O 100º prémio Nobel para a Fisiologia ou Medicina reconheceu, em 2001,
o trabalho dos investigadores Timothy Hunt, Paul Nurse e Leland
Hartwell, que os conduziu à identificação das moléculas-chave que
regulam o ciclo celular em todos os organismos eucariotas, incluindo
leveduras, plantas e animais.
Leland Hartwell (1939-), actualmente director do Fred Hutchinson Cancer
Research Center, Seattle, foi distinguido pelos trabalhos que conduziram à
identificação de genes com funções-chave na regulação do ciclo celular e pela
definição do conceito e mecanismo de checkpoint celular. Utilizando a levedura
Saccharomyces cerevisae como modelo para a análise genética do ciclo celular
identificou, no início dos anos 70, mutações em mais de 100 genes
especificamente envolvidos no controlo da divisão celular e a que chamou genes
CDC (do inglês Cell division control ), provando assim que o controlo do ciclo
celular era determinado geneticamente. No seguimento deste trabalho, o gene
CDC28 foi identificado como responsável pelo controlo da progressão do ciclo
celular através de G1, e posteriormente denominado “start” quando se estabeleceu
que a sua expressão marca um ponto crucial no ciclo celular em que ocorre a
integração do estado de proliferação celular com os sinais intra- e extra-celulares.
Foi também o responsável pela introdução e definição do conceito de checkpoint
celular, que constituiu um marco fundamental no desenvolvimento dos
conhecimentos sobre a regulação do ciclo celular (Hartwell e Weinert, 1989). As
experiências que conduziram a este conceito pretenderam estudar o efeito da
irradiação de células de levedura sobre a progressão do ciclo celular, tendo
demonstrado que as células que contêm danos no DNA, provocados por
irradiação, sofrem uma paragem do ciclo celular.
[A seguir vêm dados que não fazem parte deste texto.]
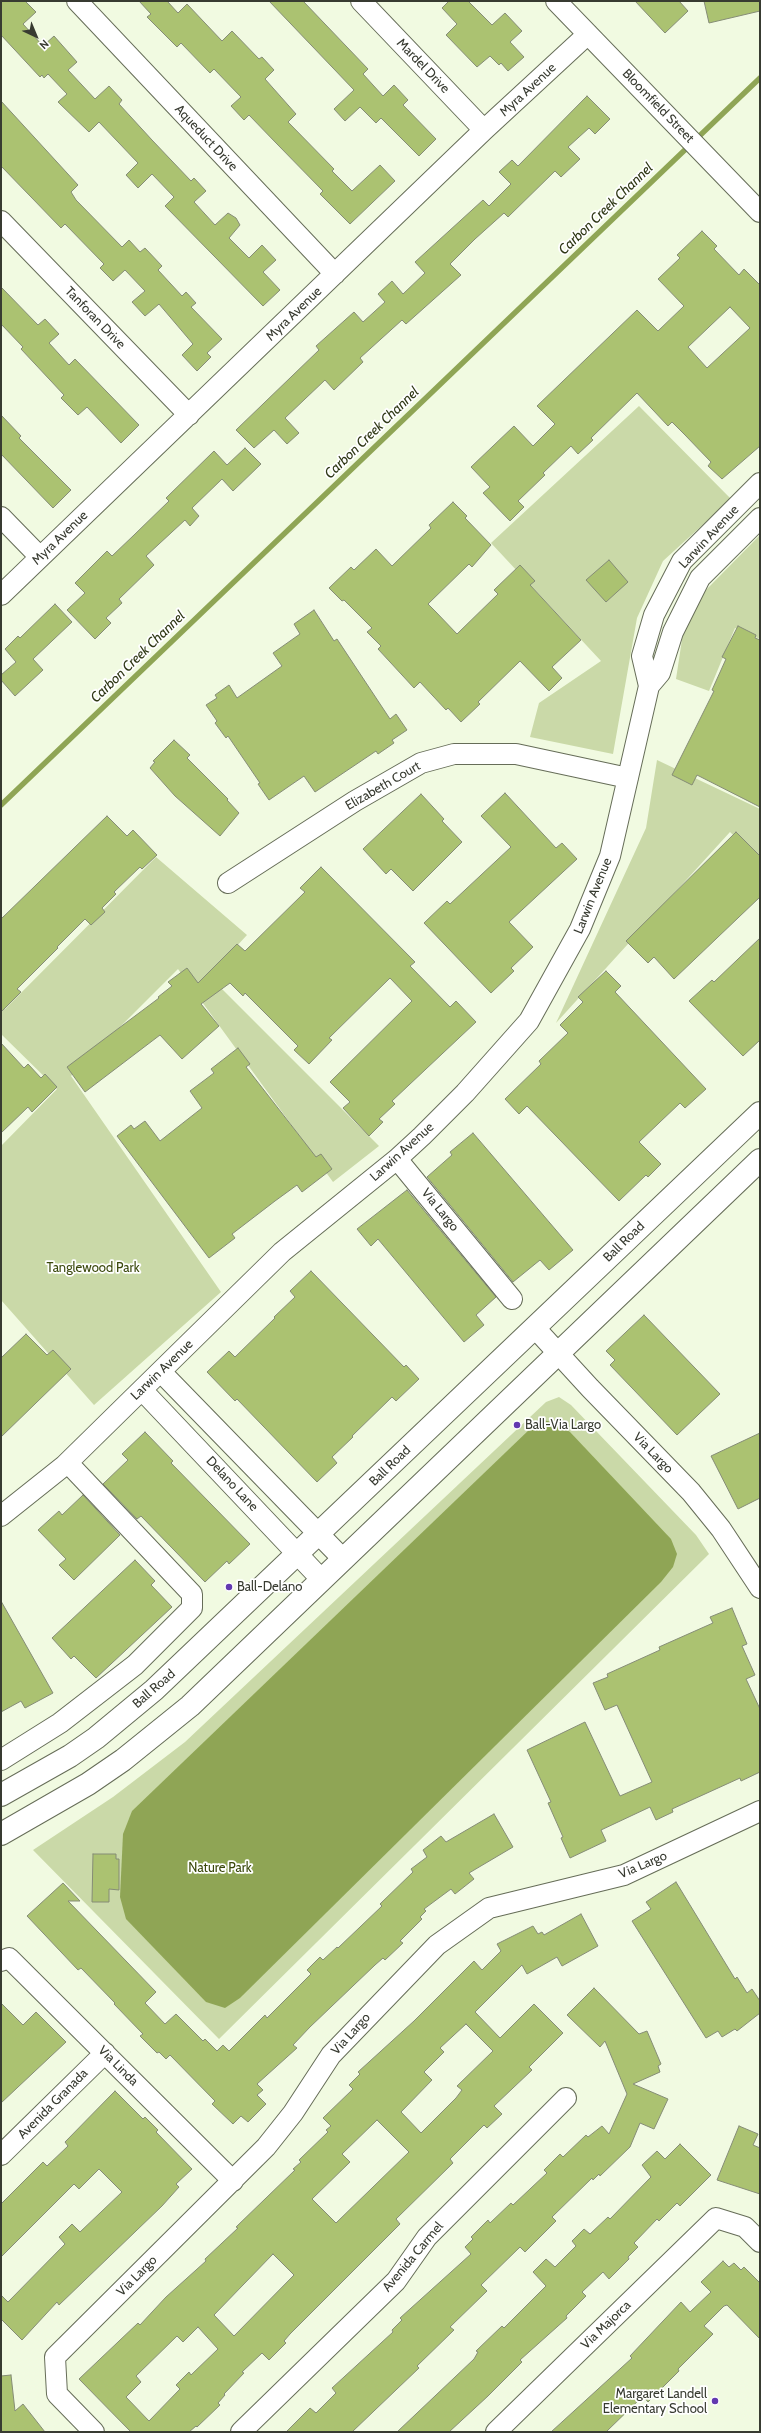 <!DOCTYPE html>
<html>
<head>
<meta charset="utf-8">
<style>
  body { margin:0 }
  #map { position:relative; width:761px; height:2433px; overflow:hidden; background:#f1fae1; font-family:Cabin,sans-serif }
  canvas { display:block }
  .frame { position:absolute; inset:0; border:2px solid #383b31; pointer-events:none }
  .north { position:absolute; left:16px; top:16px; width:40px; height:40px; -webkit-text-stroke:3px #fff; paint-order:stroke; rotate:136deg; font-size:11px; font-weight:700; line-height:16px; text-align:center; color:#383b31 }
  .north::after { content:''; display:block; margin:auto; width:14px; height:18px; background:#383b31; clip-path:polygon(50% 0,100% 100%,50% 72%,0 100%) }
</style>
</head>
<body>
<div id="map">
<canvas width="761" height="2433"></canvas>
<div class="frame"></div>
<div class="north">N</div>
</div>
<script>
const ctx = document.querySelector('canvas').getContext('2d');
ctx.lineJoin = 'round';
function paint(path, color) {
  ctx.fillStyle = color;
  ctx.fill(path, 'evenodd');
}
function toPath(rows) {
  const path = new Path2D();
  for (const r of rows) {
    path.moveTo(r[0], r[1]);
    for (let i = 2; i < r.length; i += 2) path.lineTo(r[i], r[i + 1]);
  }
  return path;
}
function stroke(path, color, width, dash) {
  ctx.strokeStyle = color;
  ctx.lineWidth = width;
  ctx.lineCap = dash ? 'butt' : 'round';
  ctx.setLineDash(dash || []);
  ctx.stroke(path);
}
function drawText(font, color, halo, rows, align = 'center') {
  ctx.font = font + ' Cabin,sans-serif';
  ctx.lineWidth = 3.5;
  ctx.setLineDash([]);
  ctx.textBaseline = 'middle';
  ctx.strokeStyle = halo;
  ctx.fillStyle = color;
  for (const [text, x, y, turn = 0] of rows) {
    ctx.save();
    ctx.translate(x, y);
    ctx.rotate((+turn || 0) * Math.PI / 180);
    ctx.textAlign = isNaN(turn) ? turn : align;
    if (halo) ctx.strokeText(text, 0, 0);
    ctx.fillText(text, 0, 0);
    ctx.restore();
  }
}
const green = toPath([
  [639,406,731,499,663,561,637,618,613,754,530,737,539,703,601,661,491,543],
  [760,535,760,639,735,628,709,691,676,679,683,633,705,591],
  [657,760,760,809,760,861,730,832,556,1023,646,828],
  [156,857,247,935,209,976,379,1146,333,1182,178,969,71,1076,221,1292,94,1405,1,1300,1,1146,57,1089,1,1034,1,1005,5,1009],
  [559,1397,571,1405,696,1535,709,1554,219,2039,33,1850,113,1797,185,1742,546,1402]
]);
const water = toPath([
  [543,1420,556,1423,570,1432,671,1539,677,1554,673,1567,661,1582,240,1998,225,2008,206,2002,126,1919,120,1897,123,1834,132,1811,531,1428]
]);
const stream = toPath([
  [1,805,760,78]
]);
const building = toPath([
  [1,1,25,1,36,12,23,24,43,46,54,36,77,62,68,70,95,99,109,86,122,100,119,104,152,140,191,181,194,178,206,191,194,202,215,225,228,213,236,218,240,225,229,238,249,258,262,245,276,260,263,272,280,290,263,306,165,206,174,197,152,174,138,188,126,175,138,163,99,122,89,132,58,102,67,94,48,74,44,78,42,75,40,77,1,35,1,1],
  [139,1,167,1,178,13,187,4,222,41,232,31,259,59,262,57,274,70,265,79,296,114,288,122,334,169,332,171,352,191,380,165,395,181,350,224,320,194,323,191,277,144,249,115,244,120,231,106,241,97,214,69,210,73,181,43,177,47,147,17,151,14,139,1],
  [269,1,303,1,368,69,363,74,383,96,394,85,408,100,403,105,436,139,419,156,381,118,376,123,360,107,345,121,334,109,354,90,269,1],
  [449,1,468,1,492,25,505,13,522,31,510,42,524,57,508,71,501,63,499,65,490,56,477,67,446,35,457,24,442,8,449,1],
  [635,1,679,1,688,11,665,33,635,1],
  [704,1,760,1,760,11,709,23,704,1],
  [587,96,610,119,595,134,589,128,568,147,580,159,561,177,555,171,508,217,504,213,475,239,450,264,461,275,406,324,402,320,360,358,363,362,334,390,325,380,285,418,299,433,287,444,274,430,254,448,236,430,319,350,316,346,354,312,363,322,385,302,378,294,392,281,403,294,425,273,415,262,483,200,489,206,511,184,499,172,512,160,518,166,587,96],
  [1,101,78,185,71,192,76,200,122,247,129,240,140,252,145,248,162,266,158,270,182,296,186,292,196,303,191,307,222,339,207,353,211,357,197,371,182,355,193,344,159,304,145,316,132,302,145,291,125,270,113,281,100,268,104,264,65,224,61,228,1,166,1,101],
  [702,231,717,246,714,249,739,275,744,269,760,285,760,446,722,479,708,466,711,462,685,435,672,422,668,426,637,393,591,438,593,440,578,454,571,446,543,473,545,475,518,501,524,507,510,521,483,493,490,487,471,467,514,426,533,446,555,424,537,406,637,310,658,331,684,306,658,279,680,258,677,255,702,231],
  [730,307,750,328,707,368,688,347,730,307],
  [1,287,38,325,45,319,59,334,49,343,69,365,75,359,139,425,121,443,87,407,78,415,61,398,64,395,21,349,23,347,1,324,1,287],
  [1,415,21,436,19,438,71,490,53,508,1,454,1,415],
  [245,448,261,464,233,491,222,479,192,508,199,516,190,526,185,520,146,556,154,565,119,599,122,603,106,618,111,623,95,639,67,610,85,593,75,583,107,551,112,556,134,535,169,501,166,498,214,451,227,465,245,448],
  [453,502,467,516,465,518,491,545,472,567,469,564,428,604,436,612,457,634,498,594,494,590,520,565,535,581,530,585,581,640,552,667,562,678,549,691,520,661,478,702,480,704,461,722,448,708,446,710,420,682,414,688,378,649,381,646,367,632,372,628,344,600,342,601,329,588,351,567,354,570,376,549,392,566,431,528,429,525,453,502],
  [609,560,628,582,606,602,586,580,609,560],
  [55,604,72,622,33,659,43,670,15,696,1,680,1,675,16,662,5,649,18,636,20,638,55,604],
  [314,610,334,641,337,639,390,719,396,714,407,730,392,740,394,743,378,754,376,751,315,792,304,776,269,800,258,784,260,783,228,736,226,738,215,723,217,721,206,705,217,698,215,695,229,685,237,698,282,666,273,653,300,634,294,624,314,610],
  [738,626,756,635,755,638,760,640,760,807,697,775,692,785,672,775,714,691,712,690,726,659,722,657,738,626],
  [174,740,190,755,187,758,228,799,227,800,239,813,220,836,175,796,150,768,155,762,153,761,174,740],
  [505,793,556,848,562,843,577,859,509,922,533,947,511,968,514,971,491,993,424,923,447,901,450,904,511,847,481,816,505,793],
  [421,794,444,819,442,821,462,842,413,891,391,869,386,874,363,849,421,794],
  [107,816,127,836,133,830,157,855,142,869,140,867,114,892,116,894,102,908,105,912,91,925,85,919,57,947,58,948,17,989,21,992,1,1012,1,919,107,816],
  [736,832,760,856,760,897,674,979,654,957,648,963,626,941,736,832],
  [321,867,415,962,410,966,450,1007,456,1001,476,1022,392,1101,395,1104,379,1119,383,1122,369,1136,343,1108,350,1102,330,1082,412,1001,390,978,329,1038,332,1040,309,1064,294,1050,298,1046,245,993,243,996,230,983,201,1004,219,1026,182,1059,160,1035,85,1092,67,1067,159,998,158,997,172,986,168,982,187,968,198,983,237,944,245,951,305,892,300,888,321,867],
  [760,938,760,1040,743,1056,689,1001,712,980,714,982,760,938],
  [606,971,621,986,615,992,706,1089,685,1108,680,1103,639,1142,661,1164,648,1177,646,1175,619,1201,527,1106,519,1114,505,1099,541,1064,539,1061,568,1033,560,1025,583,1002,578,997,606,971],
  [1,1043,24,1068,28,1064,41,1078,45,1074,57,1087,32,1112,28,1107,1,1133,1,1043],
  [238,1048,250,1064,246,1067,316,1157,321,1154,332,1169,302,1192,297,1185,275,1201,232,1234,235,1238,209,1258,117,1136,131,1125,134,1129,145,1121,160,1141,202,1108,190,1091,214,1073,211,1069,238,1048],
  [473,1133,573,1250,549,1270,540,1260,513,1282,427,1177,452,1155,450,1152,473,1133],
  [407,1190,496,1297,476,1315,484,1325,464,1342,378,1239,371,1246,357,1229,407,1190],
  [311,1271,404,1367,406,1365,419,1379,396,1401,392,1397,352,1436,353,1437,332,1457,337,1463,317,1482,237,1399,235,1401,207,1372,229,1351,235,1357,275,1318,274,1317,295,1297,290,1291,311,1271],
  [644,1315,720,1394,677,1435,610,1365,615,1360,606,1351,644,1315],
  [26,1334,47,1355,53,1350,71,1369,1,1437,1,1358,26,1334],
  [145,1432,173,1461,171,1463,250,1544,229,1564,227,1561,205,1582,141,1516,137,1519,103,1484,128,1460,122,1454,145,1432],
  [760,1433,760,1498,738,1509,711,1456,760,1433],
  [83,1495,120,1535,74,1580,59,1565,66,1559,38,1530,59,1511,62,1515,83,1495],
  [135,1560,155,1581,151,1585,172,1607,96,1678,74,1656,71,1659,52,1638,135,1560],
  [1,1601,53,1693,25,1708,21,1701,1,1712,1,1601],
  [732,1608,747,1644,742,1646,755,1675,746,1679,760,1709,760,1772,741,1781,740,1778,672,1809,673,1812,656,1820,650,1807,601,1830,606,1841,570,1858,561,1838,563,1837,548,1803,551,1802,527,1750,585,1722,620,1796,652,1782,617,1705,605,1710,593,1683,608,1677,607,1674,660,1650,659,1647,713,1623,710,1617,732,1608],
  [494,1814,513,1847,469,1873,474,1879,455,1894,451,1889,424,1909,426,1911,420,1917,422,1919,400,1941,403,1943,385,1960,383,1958,375,1965,310,2027,293,2045,297,2048,257,2084,263,2090,257,2095,266,2104,248,2122,241,2116,233,2124,212,2104,215,2101,170,2055,166,2059,159,2052,157,2053,140,2036,143,2034,114,2004,115,2003,81,1968,78,1970,27,1916,63,1883,80,1901,68,1901,156,1992,145,2003,165,2024,176,2014,203,2041,205,2039,217,2051,223,2045,229,2051,265,2015,267,2018,311,1974,307,1970,320,1957,323,1960,337,1947,338,1948,382,1906,380,1904,413,1872,411,1869,427,1857,423,1850,441,1836,446,1842,494,1814],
  [93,1854,116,1854,116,1859,119,1859,119,1890,109,1889,109,1902,92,1902,93,1854],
  [676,1882,735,1979,737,1977,747,1993,752,1989,760,2001,760,2013,737,2031,735,2029,722,2037,718,2031,706,2038,632,1921,651,1909,646,1902,676,1882],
  [581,1914,598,1946,562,1966,557,1957,527,1974,522,1965,475,2012,500,2038,534,2004,563,2033,529,2067,532,2070,494,2106,502,2114,487,2128,484,2125,450,2159,453,2163,396,2219,400,2224,290,2334,284,2341,286,2343,269,2360,262,2353,242,2372,244,2373,224,2394,225,2395,218,2403,220,2405,197,2427,196,2426,189,2432,131,2432,79,2379,138,2323,140,2325,166,2297,206,2261,205,2259,238,2228,236,2227,295,2170,293,2169,301,2162,299,2160,328,2132,326,2130,331,2126,323,2118,353,2089,349,2085,360,2074,358,2072,414,2021,474,1961,482,1970,501,1951,497,1944,533,1926,538,1934,542,1932,544,1935,581,1914],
  [466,2024,493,2051,457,2086,462,2090,456,2098,421,2133,401,2112,432,2080,424,2072,444,2052,440,2048,466,2024],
  [377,2120,409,2152,336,2223,312,2199,350,2162,342,2154,377,2120],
  [273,2254,294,2275,234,2336,214,2315,273,2254],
  [198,2327,218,2349,191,2375,189,2372,176,2385,180,2389,149,2421,126,2397,141,2382,136,2376,177,2336,183,2342,198,2327],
  [594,1988,639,2034,647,2031,661,2064,658,2066,660,2072,633,2084,668,2099,654,2129,640,2123,630,2147,600,2176,599,2174,593,2180,592,2178,552,2217,556,2221,525,2252,520,2247,481,2285,487,2291,450,2327,454,2330,417,2366,419,2368,352,2432,286,2432,310,2408,316,2413,336,2393,332,2388,393,2332,392,2330,402,2320,400,2318,471,2254,465,2247,473,2239,471,2237,488,2220,490,2223,511,2203,513,2205,547,2173,544,2170,560,2154,563,2157,586,2135,588,2137,602,2126,609,2134,627,2094,605,2041,600,2047,567,2015,594,1988],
  [1,2003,23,2025,36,2012,66,2042,1,2103,1,2003],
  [115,2091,143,2119,145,2117,158,2130,156,2132,192,2169,176,2184,179,2187,162,2206,59,2305,57,2302,22,2340,1,2319,1,2295,8,2302,65,2244,59,2237,72,2224,80,2232,122,2192,99,2169,79,2189,74,2184,1,2257,1,2204,43,2162,47,2166,68,2146,65,2142,115,2091],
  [739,2126,758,2134,753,2145,760,2148,760,2194,717,2180,739,2126],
  [680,2144,711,2175,680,2206,677,2203,659,2221,657,2219,634,2243,638,2247,628,2257,629,2259,609,2279,603,2272,582,2292,586,2296,566,2316,567,2318,520,2360,522,2362,488,2396,449,2432,397,2432,474,2359,478,2352,476,2351,502,2326,504,2328,546,2286,533,2272,546,2259,555,2267,576,2246,572,2241,584,2229,590,2234,608,2217,610,2219,651,2177,642,2165,657,2151,665,2159,680,2144],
  [723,2261,729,2267,734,2263,741,2270,744,2267,760,2283,760,2339,727,2305,724,2306,704,2326,713,2334,678,2369,679,2371,648,2402,643,2396,606,2432,551,2432,632,2358,630,2356,681,2302,690,2312,711,2292,701,2282,723,2261],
  [11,2375,15,2411,23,2404,45,2432,1,2432,1,2376,11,2375]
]);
const minor = toPath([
  [77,1,335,274],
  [361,1,484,130],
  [556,1,760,212],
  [1,221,189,415],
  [1,517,40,557],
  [1,595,484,130,588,34],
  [649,686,660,673,673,632,700,578,760,518],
  [228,883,355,801,421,763,454,754,516,754,628,778],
  [397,1159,512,1299],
  [535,1328,590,1388,691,1492,721,1529,760,1588],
  [161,1372,342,1558],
  [142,1390,321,1579],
  [1,1516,65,1465,282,1252,397,1159,422,1136,465,1093,529,1021,580,929,610,856,649,686,642,656,654,615,682,561,760,483],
  [1,1760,60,1723,135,1665,192,1608,192,1594,68,1463],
  [1,1961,9,1958,233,2181],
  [1,2155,105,2053],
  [94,2432,57,2394,55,2357,266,2147,293,2113,331,2055,437,1945,489,1908,624,1875,760,1811],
  [241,2432,396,2281,427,2237,566,2098],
  [496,2432,716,2218,745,2227,760,2242]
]);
const major = toPath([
  [1,1795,70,1756,96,1738,154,1690,760,1113],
  [1,1834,88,1784,123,1760,190,1706,760,1160]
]);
const markers = [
  [517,1425,4,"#6238b0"],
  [229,1587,4,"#6238b0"],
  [715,2401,4,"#6238b0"]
];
const streetNames = [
  ["Mardel Drive",423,66,46],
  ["Myra Avenue",528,90,-43],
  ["Bloomfield Street",658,106,46],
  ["Aqueduct Drive",206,138,47],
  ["Myra Avenue",294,314,-44],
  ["Tanforan Drive",95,318,46],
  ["Larwin Avenue",709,537,-47],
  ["Myra Avenue",60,538,-44],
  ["Elizabeth Court",383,786,-30],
  ["Larwin Avenue",593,896,-68],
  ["Larwin Avenue",402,1152,-42],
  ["Via Largo",440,1210,51],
  ["Ball Road",624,1242,-44],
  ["Larwin Avenue",162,1370,-44],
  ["Via Largo",653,1453,46],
  ["Ball Road",390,1466,-44],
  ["Delano Lane",232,1484,47],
  ["Ball Road",154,1689,-41],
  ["Via Largo",643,1865,-23],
  ["Via Largo",351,2034,-48],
  ["Via Linda",118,2066,45],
  ["Avenida Granada",53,2104,-45],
  ["Avenida Carmel",413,2257,-50],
  ["Via Largo",137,2276,-45],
  ["Via Majorca",606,2325,-44]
];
const parkNames = [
  ["Tanglewood Park",93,1268],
  ["Nature Park",220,1868]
];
const poiNames = [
  ["Ball-Via Largo",525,1425],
  ["Ball-Delano",237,1587],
  ["Margaret Landell",707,2394,"right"],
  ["Elementary School",707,2409,"right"]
];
const waterNames = [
  ["Carbon Creek Channel",606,209,-44],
  ["Carbon Creek Channel",372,433,-44],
  ["Carbon Creek Channel",138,657,-44]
];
paint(green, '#cad9a8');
paint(water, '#8fa555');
stroke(stream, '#8fa555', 5.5);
paint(building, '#abc271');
stroke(building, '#858c76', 1);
stroke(minor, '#666d58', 22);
stroke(major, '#666d58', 24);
stroke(minor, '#fff', 20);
stroke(major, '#fff', 22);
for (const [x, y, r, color] of markers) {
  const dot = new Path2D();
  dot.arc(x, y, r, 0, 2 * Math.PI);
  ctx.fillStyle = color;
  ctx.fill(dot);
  stroke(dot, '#fff', 1.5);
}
drawText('13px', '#383b31', '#fff', streetNames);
drawText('13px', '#3a480b', '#fff', parkNames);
drawText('13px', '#383b31', '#fff', poiNames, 'left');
drawText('italic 14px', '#2f3816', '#fff', waterNames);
</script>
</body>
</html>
Paul Nurse (1949-), Director-Geral do Imperial Cancer Research Fund, Londres,
identificou o gene cdc2 numa outra espécie de levedura – Schizosacharomyces
pombe - e demonstrou que a proteína que codifica é responsável pela transição da
fase G2 para mitose. O gene cdc2 viria posteriormente a ser identificado como
homólogo do gene CDC28 de S. cerevisiae isolado por Hartwell, e como envolvido
na regulação de diferentes fases do ciclo celular. O seu homólogo humano,
conhecido como CDK1, foi identificado por Nurse em 1987 a partir de ensaios de
complementação genética utilizando uma biblioteca de cDNAs humanos para
complementar a mutação do cdc2 em S. pombe (Lee e Nurse, 1987). Nurse
mostrou ainda que a regulação da actividade cinásica das CDK depende do seu
estado de fosforilação.
No início dos anos 80 Timothy (Tim) Hunt (1943-), hoje director do Cell Cycle
Control Laboratory Imperial Cancer Research Fund, Londres, com base em
estudos da divisão celular em embriões de ouriços-do-mar (Arbacia) descreveu
uma nova classe de proteínas cuja abundância varia de forma cíclica ao longo do
ciclo celular e que, por esse motivo, denominou ciclinas (Evans et al., 1983).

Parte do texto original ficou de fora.